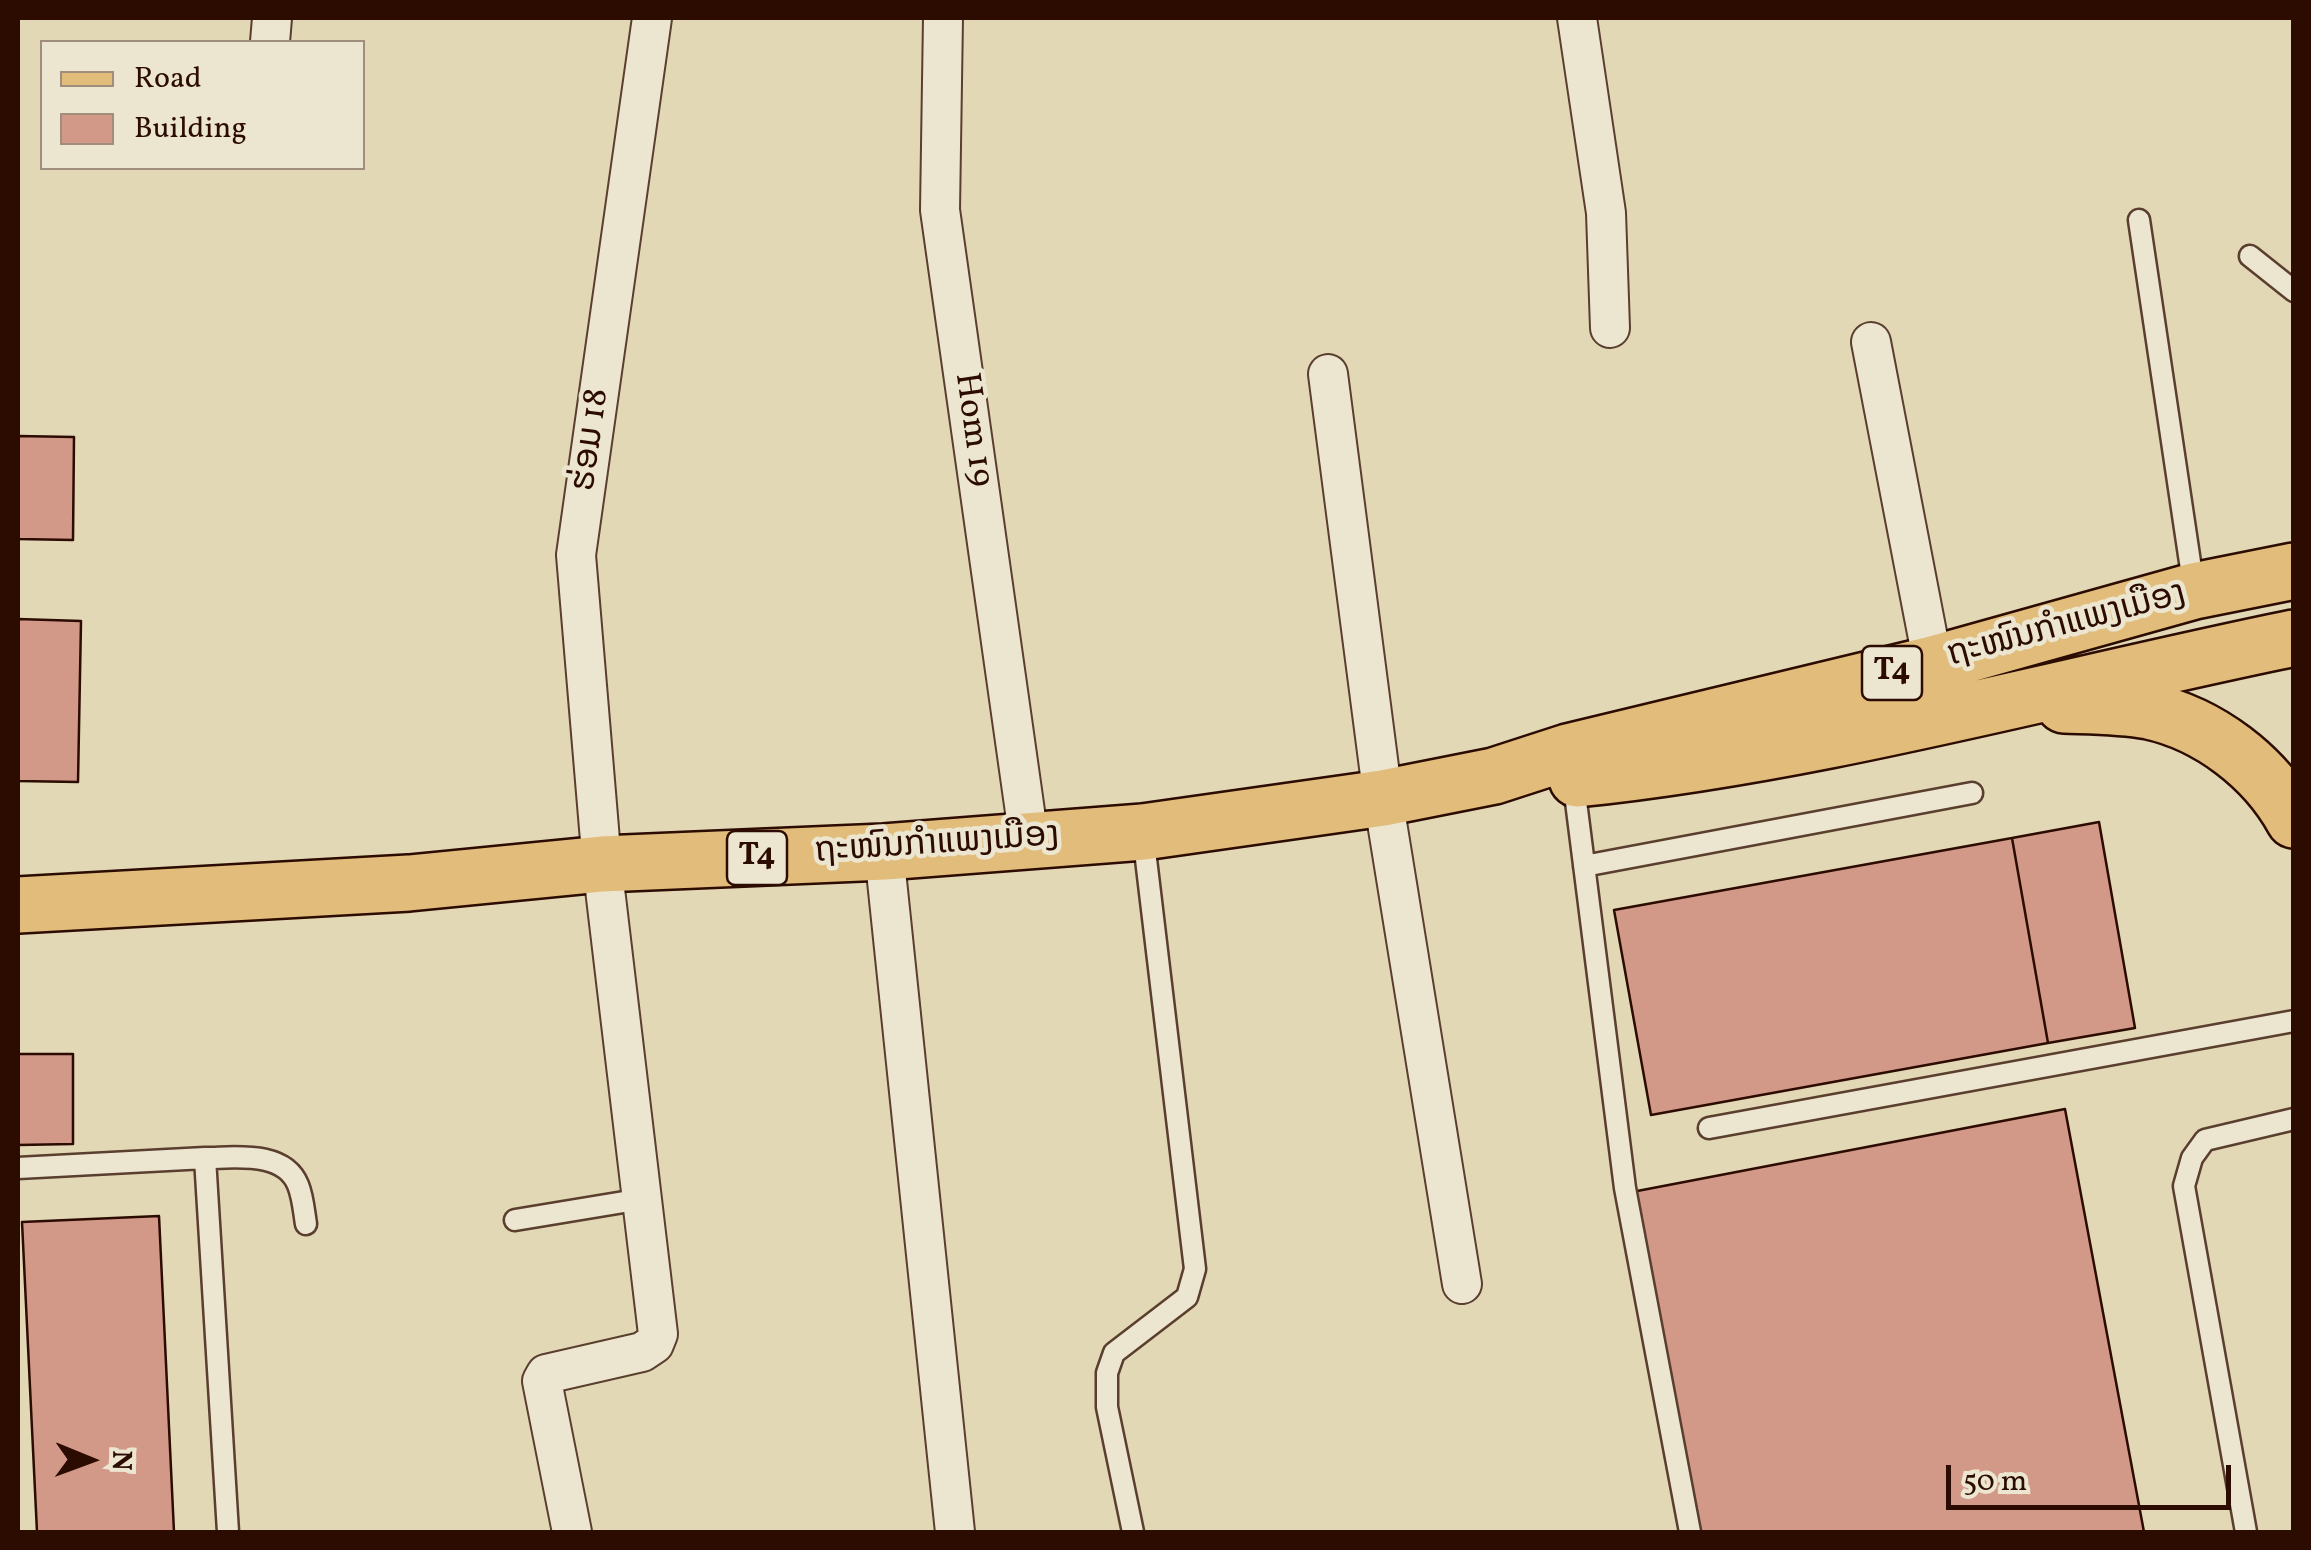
<!DOCTYPE html>
<html>
<head>
<meta charset="utf-8">
<style>
  body { margin:0 }
  #map { position:relative; width:2311px; height:1550px; overflow:hidden; background:#e2d8b6; font-family:Vollkorn,serif }
  canvas { display:block }
  .frame { position:absolute; inset:0; border:20px solid #2c0b01; pointer-events:none }
  .legend { position:absolute; left:40px; top:40px; width:325px; height:130px; box-sizing:border-box; background:#ece6d0; border:2px solid #9f8e7d; margin:0; padding:12px 18px; list-style:none; font-size:30px; color:#2c0b01 }
  .legend li { display:flex; align-items:center; gap:20px; height:50px }
  .legend b { width:50px; border:2px solid #9f8e7d }
  .north { position:absolute; left:40px; top:1410px; width:100px; height:100px; -webkit-text-stroke:8px #ece6d0; paint-order:stroke; rotate:91deg; font-size:28px; font-weight:700; line-height:40px; text-align:center; color:#2c0b01 }
  .north::after { content:''; display:block; margin:auto; width:35px; height:45px; background:#2c0b01; clip-path:polygon(50% 0,100% 100%,50% 72%,0 100%) }
  .scale { position:absolute; left:1946px; top:1465px; width:285px; height:45px; box-sizing:border-box; border:5px solid #2c0b01; border-top:0; padding-left:12px; font-size:30px; line-height:35px; white-space:nowrap; color:#2c0b01; -webkit-text-stroke:8px #ece6d0; paint-order:stroke }
</style>
</head>
<body>
<div id="map">
<canvas width="2311" height="1550"></canvas>
<div class="frame"></div>
<ul class="legend">
<li><b style="height:12px;background:#e1bc7b"></b>Road</li>
<li><b style="height:28px;background:#d29988"></b>Building</li>
</ul>
<div class="north">N</div>
<div class="scale">50 m</div>
</div>
<script>
const ctx = document.querySelector('canvas').getContext('2d');
ctx.lineJoin = 'round';
function fillPath(path, color) {
  ctx.fillStyle = color;
  ctx.fill(path, 'evenodd');
}
function trace(path, color, width, dash) {
  ctx.strokeStyle = color;
  ctx.lineWidth = width;
  ctx.lineCap = dash ? 'butt' : 'round';
  ctx.setLineDash(dash || []);
  ctx.stroke(path);
}
function label(font, color, halo, rows, align = 'center') {
  ctx.font = font + ' Vollkorn,"Noto Sans Lao",serif';
  ctx.lineWidth = 9;
  ctx.setLineDash([]);
  ctx.textBaseline = 'middle';
  ctx.strokeStyle = halo;
  ctx.fillStyle = color;
  for (const [text, x, y, turn = 0] of rows) {
    ctx.save();
    ctx.translate(x, y);
    ctx.rotate((+turn || 0) * Math.PI / 180);
    ctx.textAlign = isNaN(turn) ? turn : align;
    if (halo) ctx.strokeText(text, 0, 0);
    ctx.fillText(text, 0, 0);
    ctx.restore();
  }
}
const building = new Path2D(`
  M 18,436 L 74,437 L 73,540 L 18,539 Z
  M 18,619 L 81,621 L 78,782 L 18,781 Z
  M 2099,822 L 2135,1028 L 2048,1043 L 2012,838 Z
  M 2012,838 L 2048,1043 L 1651,1115 L 1614,910 Z
  M 18,1054 L 73,1054 L 73,1144 L 18,1145 Z
  M 2065,1109 L 2144,1532 L 1695,1532 L 1632,1192 Z
  M 159,1216 L 174,1532 L 37,1532 L 22,1222 Z`);
const lane = new Path2D(`
  M 2139,220 L 2194,589
  M 2250,256 L 2294,291
  M 1573,778 L 1625,1188 L 1690,1532
  M 1584,866 L 1972,793
  M 1709,1128 L 2294,1021
  M 205,1158 C 234,1158 284,1150 298,1185 C 303,1197 304,1212 306,1224
  M 18,1168 L 205,1158 L 228,1532
  M 515,1220 L 642,1199
  M 1133,1532 L 1107,1407 L 1107,1373 L 1114,1353 L 1187,1297 L 1195,1269 L 1143,834
  M 2246,1532 L 2184,1186 L 2192,1158 L 2205,1140 L 2294,1119`);
const street = new Path2D(`
  M 943,18 L 940,210 L 1029,840
  M 1577,18 L 1606,213 L 1610,328
  M 270,42 L 272,18
  M 1871,342 L 1933,664
  M 1328,374 L 1383,798 L 1462,1284
  M 884,852 L 955,1532
  M 572,1532 L 542,1381 L 546,1374 L 642,1352 L 654,1344 L 658,1334 L 602,864 L 576,555 L 652,18`);
const primary = new Path2D(`
  M 2064,705 C 2092,706 2122,706 2149,711 C 2209,724 2265,767 2294,820
  M 1577,779 C 1820,754 2055,687 2294,638
  M 18,905 L 409,883 L 602,864 L 884,852 L 1143,832 L 1383,798 L 1494,776 L 1568,752 L 1933,664 L 2194,591 L 2294,571`);
const shields = [
  [1892,673,60],
  [757,858,60]
];
const shieldNames = [
  ["T4",1892,673],
  ["T4",757,858]
];
const streetNames = [
  ["Hom 19",971,430,82],
  ["ຮ່ອມ 18",593,440,-82],
  ["ຖະໜົນກຳແພງເມືອງ",2067,627,-15],
  ["ຖະໜົນກຳແພງເມືອງ",937,846,-4]
];
fillPath(building, '#d29988');
trace(building, '#2c0b01', 2.5);
trace(lane, '#5a3e2e', 25);
trace(street, '#5a3e2e', 42);
trace(primary, '#2c0b01', 60);
trace(lane, '#ece6d0', 20);
trace(street, '#ece6d0', 38);
trace(primary, '#e1bc7b', 55);
for (const [x, y, w] of shields) {
  const box = new Path2D();
  box.roundRect(x - w / 2, y - 27, w, 54, 8);
  ctx.fillStyle = '#ece6d0';
  ctx.fill(box);
  trace(box, '#2c0b01', 2.5);
}
label('bold 32px', '#2c0b01', null, shieldNames);
label('35px', '#2c0b01', '#ece6d0', streetNames);
</script>
</body>
</html>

TASK BRIEF: Set down, word for word and with no other lines, the listing from the line marked by "trace(primary, '#e1bc7b', 55);" through its final line.

REPLY TO THE TASK:
trace(primary, '#e1bc7b', 55);
for (const [x, y, w] of shields) {
  const box = new Path2D();
  box.roundRect(x - w / 2, y - 27, w, 54, 8);
  ctx.fillStyle = '#ece6d0';
  ctx.fill(box);
  trace(box, '#2c0b01', 2.5);
}
label('bold 32px', '#2c0b01', null, shieldNames);
label('35px', '#2c0b01', '#ece6d0', streetNames);
</script>
</body>
</html>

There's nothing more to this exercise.